-- Information given follows --

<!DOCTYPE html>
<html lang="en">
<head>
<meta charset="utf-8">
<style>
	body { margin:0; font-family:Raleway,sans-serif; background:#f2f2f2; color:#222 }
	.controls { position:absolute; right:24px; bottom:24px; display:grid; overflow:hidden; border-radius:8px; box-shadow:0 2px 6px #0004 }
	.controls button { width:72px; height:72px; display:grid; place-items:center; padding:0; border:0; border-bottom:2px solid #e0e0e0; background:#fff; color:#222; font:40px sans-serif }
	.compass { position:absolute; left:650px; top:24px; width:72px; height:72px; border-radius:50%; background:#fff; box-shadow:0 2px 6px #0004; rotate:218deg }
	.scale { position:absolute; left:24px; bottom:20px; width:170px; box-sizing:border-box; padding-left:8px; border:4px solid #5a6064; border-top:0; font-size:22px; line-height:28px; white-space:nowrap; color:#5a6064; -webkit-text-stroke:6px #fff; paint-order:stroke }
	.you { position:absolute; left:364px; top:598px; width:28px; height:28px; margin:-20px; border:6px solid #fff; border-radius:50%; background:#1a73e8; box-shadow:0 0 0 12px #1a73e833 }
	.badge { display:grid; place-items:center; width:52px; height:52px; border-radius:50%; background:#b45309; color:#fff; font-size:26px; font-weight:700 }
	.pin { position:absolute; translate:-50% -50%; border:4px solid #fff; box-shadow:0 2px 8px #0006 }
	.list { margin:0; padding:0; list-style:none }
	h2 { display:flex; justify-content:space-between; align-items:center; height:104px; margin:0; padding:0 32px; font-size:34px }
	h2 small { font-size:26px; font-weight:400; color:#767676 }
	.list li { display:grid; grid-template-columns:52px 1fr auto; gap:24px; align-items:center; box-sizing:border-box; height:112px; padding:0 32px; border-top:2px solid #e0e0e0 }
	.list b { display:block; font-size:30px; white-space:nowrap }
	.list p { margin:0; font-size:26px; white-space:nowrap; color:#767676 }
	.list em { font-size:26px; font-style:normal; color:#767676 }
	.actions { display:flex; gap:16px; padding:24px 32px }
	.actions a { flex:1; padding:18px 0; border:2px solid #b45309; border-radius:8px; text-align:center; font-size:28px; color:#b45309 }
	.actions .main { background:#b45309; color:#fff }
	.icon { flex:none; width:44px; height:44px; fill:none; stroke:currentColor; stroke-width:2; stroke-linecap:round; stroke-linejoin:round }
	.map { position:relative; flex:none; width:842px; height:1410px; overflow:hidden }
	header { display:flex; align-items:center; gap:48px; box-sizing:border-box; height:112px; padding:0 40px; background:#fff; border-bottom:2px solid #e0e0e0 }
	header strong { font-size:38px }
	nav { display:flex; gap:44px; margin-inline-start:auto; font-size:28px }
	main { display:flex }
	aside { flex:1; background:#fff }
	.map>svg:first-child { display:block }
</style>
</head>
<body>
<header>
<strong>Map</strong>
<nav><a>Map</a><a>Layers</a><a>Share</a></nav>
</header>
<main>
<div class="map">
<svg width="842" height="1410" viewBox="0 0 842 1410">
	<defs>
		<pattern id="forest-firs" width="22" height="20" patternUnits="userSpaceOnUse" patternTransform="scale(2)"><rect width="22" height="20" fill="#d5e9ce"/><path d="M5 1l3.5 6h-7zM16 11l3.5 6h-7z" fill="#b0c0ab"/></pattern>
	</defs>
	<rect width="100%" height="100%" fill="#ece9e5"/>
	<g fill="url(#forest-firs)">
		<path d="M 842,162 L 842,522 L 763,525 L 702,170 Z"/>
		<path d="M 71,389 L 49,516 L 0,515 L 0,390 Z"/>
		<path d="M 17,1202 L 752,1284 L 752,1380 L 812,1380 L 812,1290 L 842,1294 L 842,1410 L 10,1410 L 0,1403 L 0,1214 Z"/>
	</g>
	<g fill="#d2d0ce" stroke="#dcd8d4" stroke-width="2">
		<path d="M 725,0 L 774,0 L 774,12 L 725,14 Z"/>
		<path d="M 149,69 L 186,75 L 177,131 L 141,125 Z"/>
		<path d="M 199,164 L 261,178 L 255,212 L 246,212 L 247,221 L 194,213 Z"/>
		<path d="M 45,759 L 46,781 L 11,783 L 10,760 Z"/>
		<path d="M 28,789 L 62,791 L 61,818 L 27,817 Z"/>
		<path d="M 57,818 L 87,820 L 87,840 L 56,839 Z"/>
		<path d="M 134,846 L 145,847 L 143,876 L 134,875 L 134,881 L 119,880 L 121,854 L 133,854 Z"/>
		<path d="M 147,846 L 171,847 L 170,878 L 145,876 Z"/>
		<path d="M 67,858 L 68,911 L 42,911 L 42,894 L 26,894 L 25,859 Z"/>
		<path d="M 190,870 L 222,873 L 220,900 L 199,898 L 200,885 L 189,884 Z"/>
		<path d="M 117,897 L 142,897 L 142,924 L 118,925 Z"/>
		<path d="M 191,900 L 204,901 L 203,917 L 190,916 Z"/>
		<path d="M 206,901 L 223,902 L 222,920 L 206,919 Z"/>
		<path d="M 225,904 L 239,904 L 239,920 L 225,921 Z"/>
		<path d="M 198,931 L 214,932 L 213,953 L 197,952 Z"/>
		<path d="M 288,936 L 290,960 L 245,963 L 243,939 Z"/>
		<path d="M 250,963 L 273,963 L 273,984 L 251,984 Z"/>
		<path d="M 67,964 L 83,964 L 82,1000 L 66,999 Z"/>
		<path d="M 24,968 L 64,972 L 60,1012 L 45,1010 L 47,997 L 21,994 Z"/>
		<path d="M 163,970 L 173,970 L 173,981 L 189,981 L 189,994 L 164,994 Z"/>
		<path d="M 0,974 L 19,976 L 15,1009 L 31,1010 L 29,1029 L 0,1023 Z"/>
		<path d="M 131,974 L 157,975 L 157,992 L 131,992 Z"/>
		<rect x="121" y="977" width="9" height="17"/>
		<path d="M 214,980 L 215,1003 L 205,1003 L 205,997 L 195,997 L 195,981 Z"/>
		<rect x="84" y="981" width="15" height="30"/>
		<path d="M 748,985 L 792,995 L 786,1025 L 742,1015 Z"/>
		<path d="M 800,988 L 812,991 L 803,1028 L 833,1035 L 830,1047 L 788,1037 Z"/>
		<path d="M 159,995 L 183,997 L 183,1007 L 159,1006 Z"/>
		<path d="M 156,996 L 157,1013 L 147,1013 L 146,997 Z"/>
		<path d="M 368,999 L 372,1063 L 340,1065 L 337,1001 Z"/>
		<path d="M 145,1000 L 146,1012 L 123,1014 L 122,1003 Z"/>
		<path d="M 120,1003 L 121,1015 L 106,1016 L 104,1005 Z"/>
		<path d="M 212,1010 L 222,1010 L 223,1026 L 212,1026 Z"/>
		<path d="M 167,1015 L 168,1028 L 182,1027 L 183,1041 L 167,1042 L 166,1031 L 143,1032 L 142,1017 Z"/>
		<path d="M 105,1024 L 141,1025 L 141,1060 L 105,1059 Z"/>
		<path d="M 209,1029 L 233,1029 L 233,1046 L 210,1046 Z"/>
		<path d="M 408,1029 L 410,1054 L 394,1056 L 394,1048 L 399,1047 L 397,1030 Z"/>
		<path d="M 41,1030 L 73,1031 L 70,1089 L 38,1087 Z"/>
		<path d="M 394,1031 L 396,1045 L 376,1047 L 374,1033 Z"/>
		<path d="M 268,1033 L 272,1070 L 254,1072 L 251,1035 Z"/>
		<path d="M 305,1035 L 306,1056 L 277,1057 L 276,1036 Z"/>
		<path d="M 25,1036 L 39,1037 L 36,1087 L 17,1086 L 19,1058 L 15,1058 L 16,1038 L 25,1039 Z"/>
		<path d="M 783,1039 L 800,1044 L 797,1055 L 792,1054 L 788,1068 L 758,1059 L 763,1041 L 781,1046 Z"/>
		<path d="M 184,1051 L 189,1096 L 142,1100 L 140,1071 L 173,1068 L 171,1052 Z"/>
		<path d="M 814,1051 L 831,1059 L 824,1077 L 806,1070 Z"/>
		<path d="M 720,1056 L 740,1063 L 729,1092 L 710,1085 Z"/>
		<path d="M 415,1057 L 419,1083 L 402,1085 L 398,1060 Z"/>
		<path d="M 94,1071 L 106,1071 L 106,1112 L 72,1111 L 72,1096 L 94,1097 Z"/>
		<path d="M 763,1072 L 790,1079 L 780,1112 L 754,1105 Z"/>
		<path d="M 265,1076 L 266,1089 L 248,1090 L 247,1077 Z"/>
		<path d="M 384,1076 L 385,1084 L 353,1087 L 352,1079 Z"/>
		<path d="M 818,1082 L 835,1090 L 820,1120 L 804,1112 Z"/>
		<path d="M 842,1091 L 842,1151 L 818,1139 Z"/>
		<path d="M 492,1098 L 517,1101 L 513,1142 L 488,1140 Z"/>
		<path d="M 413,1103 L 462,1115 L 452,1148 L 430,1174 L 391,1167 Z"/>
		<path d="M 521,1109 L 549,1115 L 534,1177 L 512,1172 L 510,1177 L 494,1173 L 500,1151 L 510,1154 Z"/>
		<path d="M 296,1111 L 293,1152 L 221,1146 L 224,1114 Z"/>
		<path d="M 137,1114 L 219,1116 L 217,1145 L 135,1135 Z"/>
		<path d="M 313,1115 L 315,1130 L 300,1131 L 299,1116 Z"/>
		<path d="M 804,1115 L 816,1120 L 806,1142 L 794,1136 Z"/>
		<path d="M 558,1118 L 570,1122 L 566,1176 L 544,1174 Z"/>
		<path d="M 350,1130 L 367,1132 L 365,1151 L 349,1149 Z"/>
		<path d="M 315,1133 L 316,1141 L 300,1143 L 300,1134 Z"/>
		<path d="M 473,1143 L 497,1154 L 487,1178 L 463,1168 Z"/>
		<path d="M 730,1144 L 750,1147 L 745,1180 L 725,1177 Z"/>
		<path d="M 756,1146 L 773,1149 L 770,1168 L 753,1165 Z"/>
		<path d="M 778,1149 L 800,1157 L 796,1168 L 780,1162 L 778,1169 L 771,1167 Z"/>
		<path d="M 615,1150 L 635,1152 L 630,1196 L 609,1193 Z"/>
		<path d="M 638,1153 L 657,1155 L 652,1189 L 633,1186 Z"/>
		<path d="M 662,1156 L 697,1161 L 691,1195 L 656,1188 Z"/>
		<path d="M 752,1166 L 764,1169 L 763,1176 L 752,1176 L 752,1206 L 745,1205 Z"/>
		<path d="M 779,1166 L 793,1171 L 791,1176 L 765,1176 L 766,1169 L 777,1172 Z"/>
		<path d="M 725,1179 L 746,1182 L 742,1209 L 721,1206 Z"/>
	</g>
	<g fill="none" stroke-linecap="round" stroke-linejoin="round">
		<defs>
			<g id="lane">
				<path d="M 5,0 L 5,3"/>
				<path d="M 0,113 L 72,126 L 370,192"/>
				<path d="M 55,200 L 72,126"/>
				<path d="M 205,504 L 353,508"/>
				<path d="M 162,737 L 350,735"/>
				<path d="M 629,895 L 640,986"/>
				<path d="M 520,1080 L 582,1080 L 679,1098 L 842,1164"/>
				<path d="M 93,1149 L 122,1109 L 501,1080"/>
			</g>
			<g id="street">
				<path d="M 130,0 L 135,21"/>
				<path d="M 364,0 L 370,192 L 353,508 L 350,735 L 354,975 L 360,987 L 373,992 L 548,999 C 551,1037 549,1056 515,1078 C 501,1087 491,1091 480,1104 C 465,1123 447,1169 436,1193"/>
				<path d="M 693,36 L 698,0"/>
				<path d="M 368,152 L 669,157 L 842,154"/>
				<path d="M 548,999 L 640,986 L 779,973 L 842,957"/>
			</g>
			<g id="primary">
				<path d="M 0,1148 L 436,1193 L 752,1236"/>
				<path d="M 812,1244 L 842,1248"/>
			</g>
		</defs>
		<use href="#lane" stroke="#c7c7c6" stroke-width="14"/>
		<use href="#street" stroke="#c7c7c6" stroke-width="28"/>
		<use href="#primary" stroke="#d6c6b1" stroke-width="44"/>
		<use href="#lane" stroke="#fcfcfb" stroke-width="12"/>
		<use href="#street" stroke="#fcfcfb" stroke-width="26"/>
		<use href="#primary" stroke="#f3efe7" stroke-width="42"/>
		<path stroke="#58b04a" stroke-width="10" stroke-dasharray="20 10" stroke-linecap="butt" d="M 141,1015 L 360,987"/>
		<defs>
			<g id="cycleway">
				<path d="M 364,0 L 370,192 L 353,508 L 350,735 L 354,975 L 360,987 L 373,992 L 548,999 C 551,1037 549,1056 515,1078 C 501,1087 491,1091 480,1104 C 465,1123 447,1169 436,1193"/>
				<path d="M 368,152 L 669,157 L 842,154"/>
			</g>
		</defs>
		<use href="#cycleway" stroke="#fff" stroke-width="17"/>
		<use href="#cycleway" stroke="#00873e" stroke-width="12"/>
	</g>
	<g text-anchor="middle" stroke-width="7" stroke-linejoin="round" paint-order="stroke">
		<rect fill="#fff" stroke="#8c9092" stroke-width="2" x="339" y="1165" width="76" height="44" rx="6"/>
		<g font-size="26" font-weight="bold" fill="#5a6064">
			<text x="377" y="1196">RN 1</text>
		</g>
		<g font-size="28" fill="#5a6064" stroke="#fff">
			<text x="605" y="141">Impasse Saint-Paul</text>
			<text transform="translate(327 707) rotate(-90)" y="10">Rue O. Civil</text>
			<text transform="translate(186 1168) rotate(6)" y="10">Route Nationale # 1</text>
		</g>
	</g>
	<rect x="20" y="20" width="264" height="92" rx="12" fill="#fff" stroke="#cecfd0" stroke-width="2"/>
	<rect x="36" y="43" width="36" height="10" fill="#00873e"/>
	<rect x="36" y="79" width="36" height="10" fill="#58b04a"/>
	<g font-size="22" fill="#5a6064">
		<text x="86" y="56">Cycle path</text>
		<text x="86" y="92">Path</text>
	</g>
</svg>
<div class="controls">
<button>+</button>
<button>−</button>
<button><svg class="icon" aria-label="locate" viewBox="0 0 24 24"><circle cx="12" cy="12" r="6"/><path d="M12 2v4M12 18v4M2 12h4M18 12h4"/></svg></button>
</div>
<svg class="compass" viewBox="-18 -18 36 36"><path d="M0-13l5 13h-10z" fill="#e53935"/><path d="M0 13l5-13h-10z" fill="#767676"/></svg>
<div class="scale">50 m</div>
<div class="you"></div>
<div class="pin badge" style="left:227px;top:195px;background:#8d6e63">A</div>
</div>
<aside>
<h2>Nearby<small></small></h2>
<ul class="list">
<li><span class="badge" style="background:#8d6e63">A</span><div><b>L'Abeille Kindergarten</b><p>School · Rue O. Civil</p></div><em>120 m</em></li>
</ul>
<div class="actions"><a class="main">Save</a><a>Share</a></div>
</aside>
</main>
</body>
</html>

-- Information given concluded --

What to work on => From the lines above, copy those that contain the word "auto".

Task solution =>
	.list li { display:grid; grid-template-columns:52px 1fr auto; gap:24px; align-items:center; box-sizing:border-box; height:112px; padding:0 32px; border-top:2px solid #e0e0e0 }
	nav { display:flex; gap:44px; margin-inline-start:auto; font-size:28px }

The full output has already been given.